• **Task**
Search the entries for the word "Sahası". Copy every line that holds it.

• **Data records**
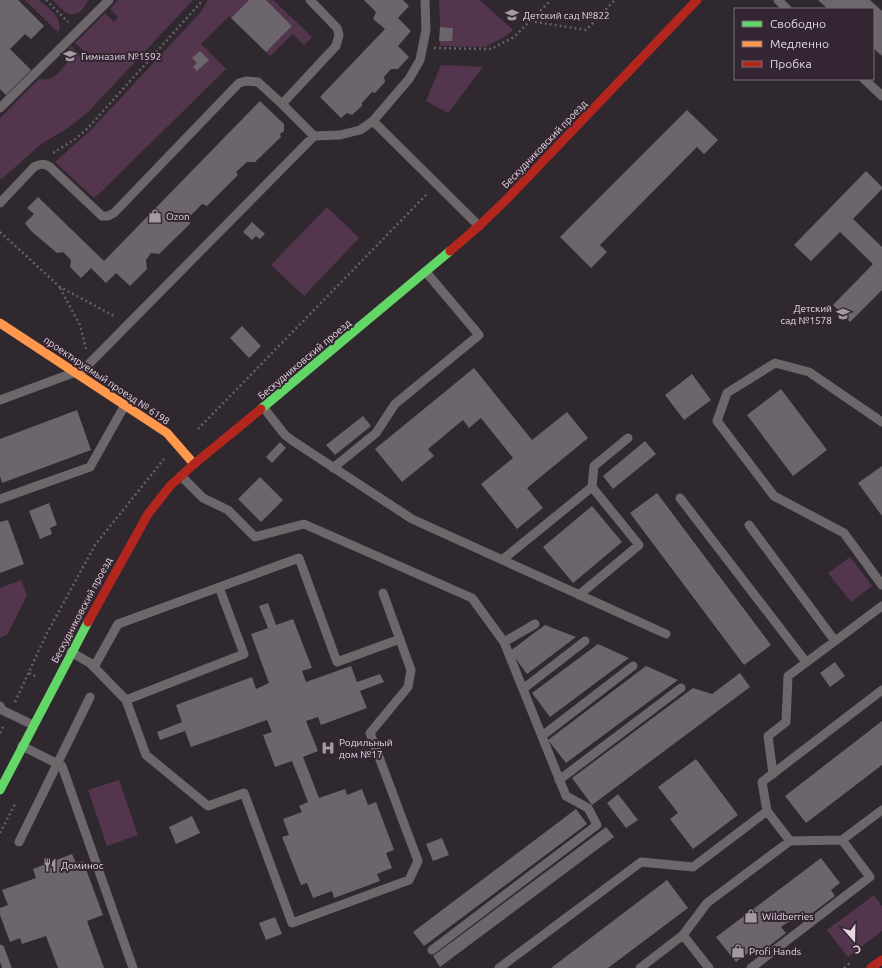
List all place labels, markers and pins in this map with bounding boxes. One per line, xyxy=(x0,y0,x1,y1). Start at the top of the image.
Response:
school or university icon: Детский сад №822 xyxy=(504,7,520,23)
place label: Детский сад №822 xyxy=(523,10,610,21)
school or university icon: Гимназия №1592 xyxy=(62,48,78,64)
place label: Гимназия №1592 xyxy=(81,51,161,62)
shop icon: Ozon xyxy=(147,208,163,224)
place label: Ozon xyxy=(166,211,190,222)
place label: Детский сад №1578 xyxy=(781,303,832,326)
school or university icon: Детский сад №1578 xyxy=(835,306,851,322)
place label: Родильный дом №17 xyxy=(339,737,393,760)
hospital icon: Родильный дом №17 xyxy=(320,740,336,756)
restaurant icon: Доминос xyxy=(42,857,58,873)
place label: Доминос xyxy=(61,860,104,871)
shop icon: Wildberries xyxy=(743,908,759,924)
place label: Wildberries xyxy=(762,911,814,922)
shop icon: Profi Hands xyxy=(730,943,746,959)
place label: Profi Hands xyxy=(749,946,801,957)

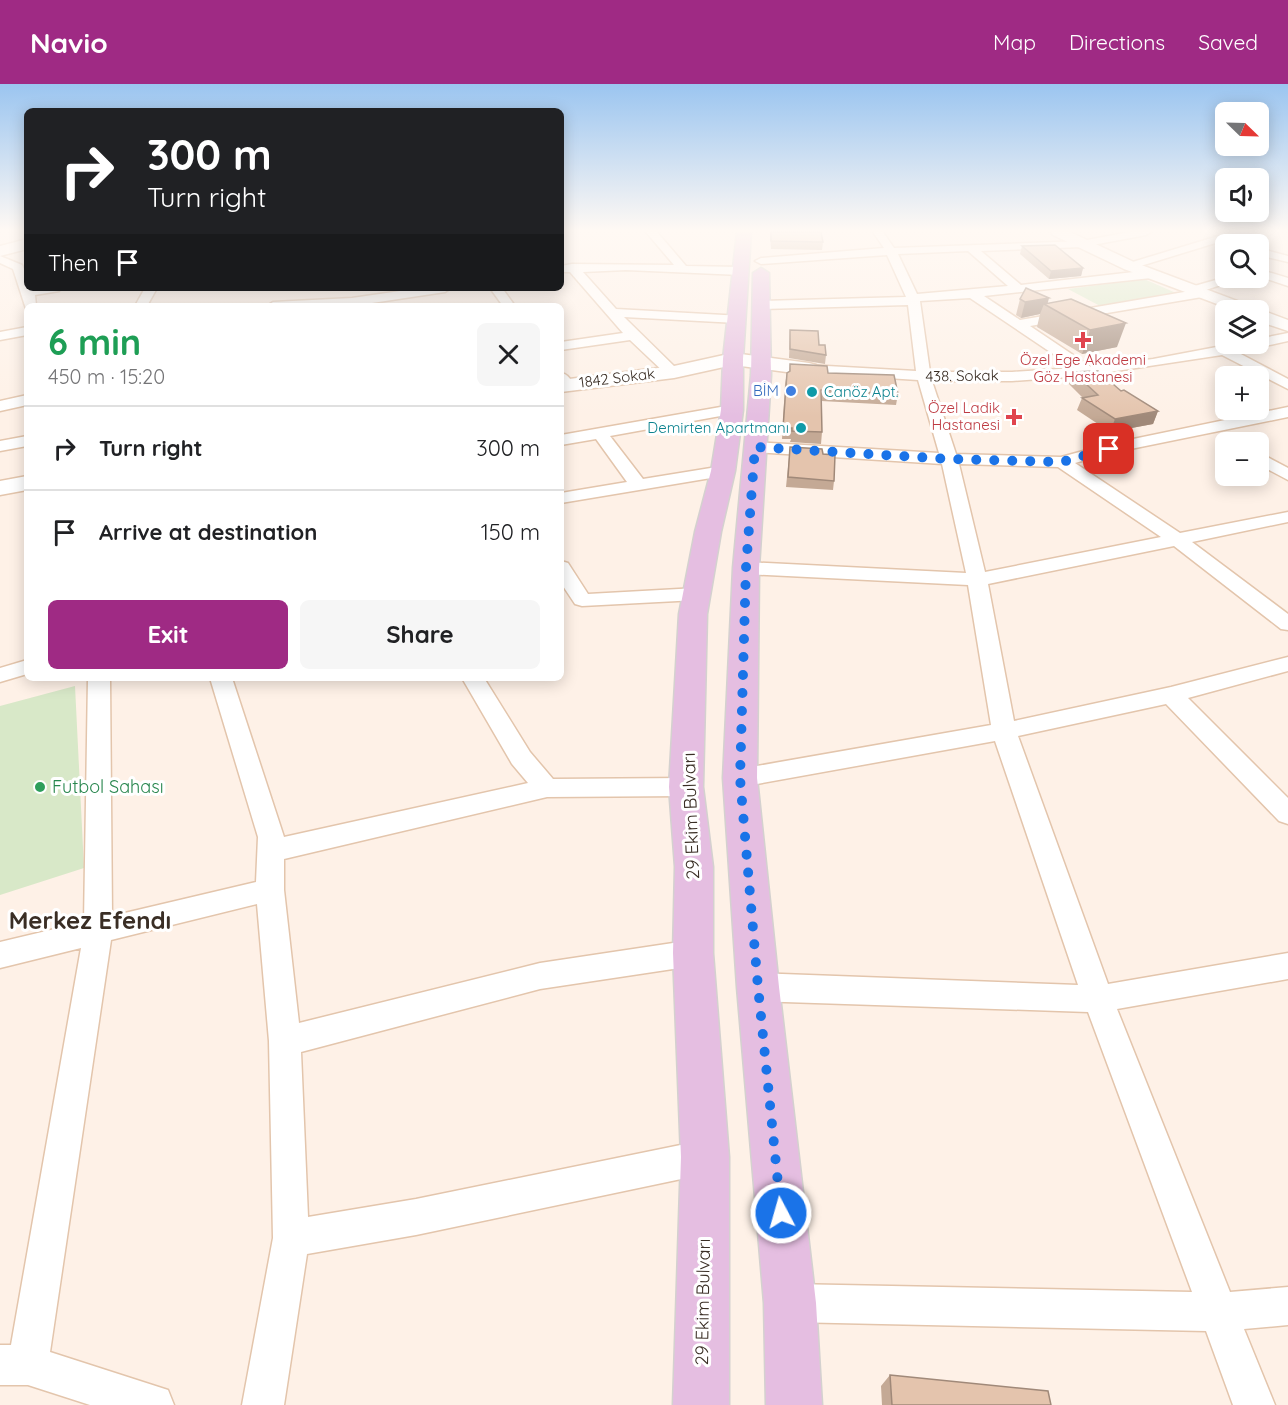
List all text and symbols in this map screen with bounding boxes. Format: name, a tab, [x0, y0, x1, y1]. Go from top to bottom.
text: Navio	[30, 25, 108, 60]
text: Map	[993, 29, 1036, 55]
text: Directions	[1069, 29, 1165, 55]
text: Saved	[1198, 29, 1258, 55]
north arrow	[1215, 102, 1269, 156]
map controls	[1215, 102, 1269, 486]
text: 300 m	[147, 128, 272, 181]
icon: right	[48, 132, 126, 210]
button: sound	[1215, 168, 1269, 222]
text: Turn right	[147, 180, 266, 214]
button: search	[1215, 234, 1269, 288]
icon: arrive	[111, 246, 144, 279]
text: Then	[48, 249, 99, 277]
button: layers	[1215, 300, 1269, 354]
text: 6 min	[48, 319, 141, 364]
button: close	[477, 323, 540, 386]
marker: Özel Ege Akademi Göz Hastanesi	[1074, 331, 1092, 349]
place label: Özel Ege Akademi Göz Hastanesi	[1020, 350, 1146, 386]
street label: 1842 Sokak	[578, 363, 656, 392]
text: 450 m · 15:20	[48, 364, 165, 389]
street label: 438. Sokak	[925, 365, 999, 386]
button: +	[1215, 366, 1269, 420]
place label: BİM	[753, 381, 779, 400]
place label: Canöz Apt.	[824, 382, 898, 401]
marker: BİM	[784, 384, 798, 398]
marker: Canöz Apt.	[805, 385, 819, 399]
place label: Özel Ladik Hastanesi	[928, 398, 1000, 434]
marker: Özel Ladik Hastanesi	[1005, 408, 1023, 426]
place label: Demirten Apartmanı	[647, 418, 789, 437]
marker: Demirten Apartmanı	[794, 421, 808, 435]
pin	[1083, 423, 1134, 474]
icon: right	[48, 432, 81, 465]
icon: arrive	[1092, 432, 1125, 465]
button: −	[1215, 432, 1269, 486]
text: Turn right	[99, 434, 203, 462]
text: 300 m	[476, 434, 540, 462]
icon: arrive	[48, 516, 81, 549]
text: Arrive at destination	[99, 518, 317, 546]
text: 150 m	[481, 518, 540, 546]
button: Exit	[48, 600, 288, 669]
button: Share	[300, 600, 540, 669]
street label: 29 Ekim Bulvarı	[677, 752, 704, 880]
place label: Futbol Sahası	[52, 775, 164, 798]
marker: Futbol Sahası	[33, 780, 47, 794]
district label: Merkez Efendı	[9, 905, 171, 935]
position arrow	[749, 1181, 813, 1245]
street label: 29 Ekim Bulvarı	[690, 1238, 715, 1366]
==
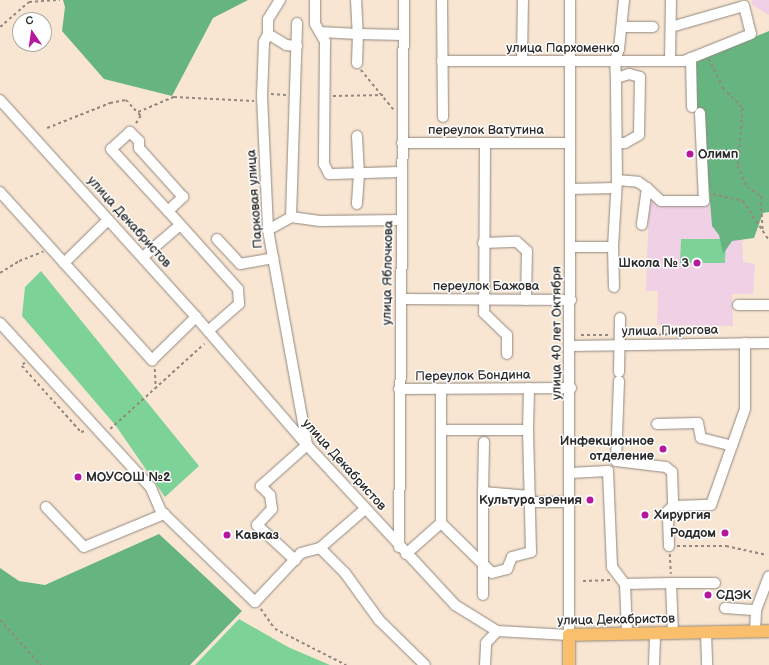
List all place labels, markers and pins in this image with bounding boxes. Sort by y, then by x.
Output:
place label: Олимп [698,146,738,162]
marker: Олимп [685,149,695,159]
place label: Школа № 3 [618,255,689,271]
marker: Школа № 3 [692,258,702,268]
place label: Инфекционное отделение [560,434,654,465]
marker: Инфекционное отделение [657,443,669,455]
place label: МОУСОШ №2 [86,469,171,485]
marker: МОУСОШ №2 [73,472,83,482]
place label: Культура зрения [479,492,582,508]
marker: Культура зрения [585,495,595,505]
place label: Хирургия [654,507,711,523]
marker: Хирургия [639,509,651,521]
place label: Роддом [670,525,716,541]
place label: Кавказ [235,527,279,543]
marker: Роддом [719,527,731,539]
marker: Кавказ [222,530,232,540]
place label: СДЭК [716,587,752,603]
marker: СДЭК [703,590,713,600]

• **Response to this task**
place label: Futbol Sahası	[52, 775, 164, 798]
marker: Futbol Sahası	[33, 780, 47, 794]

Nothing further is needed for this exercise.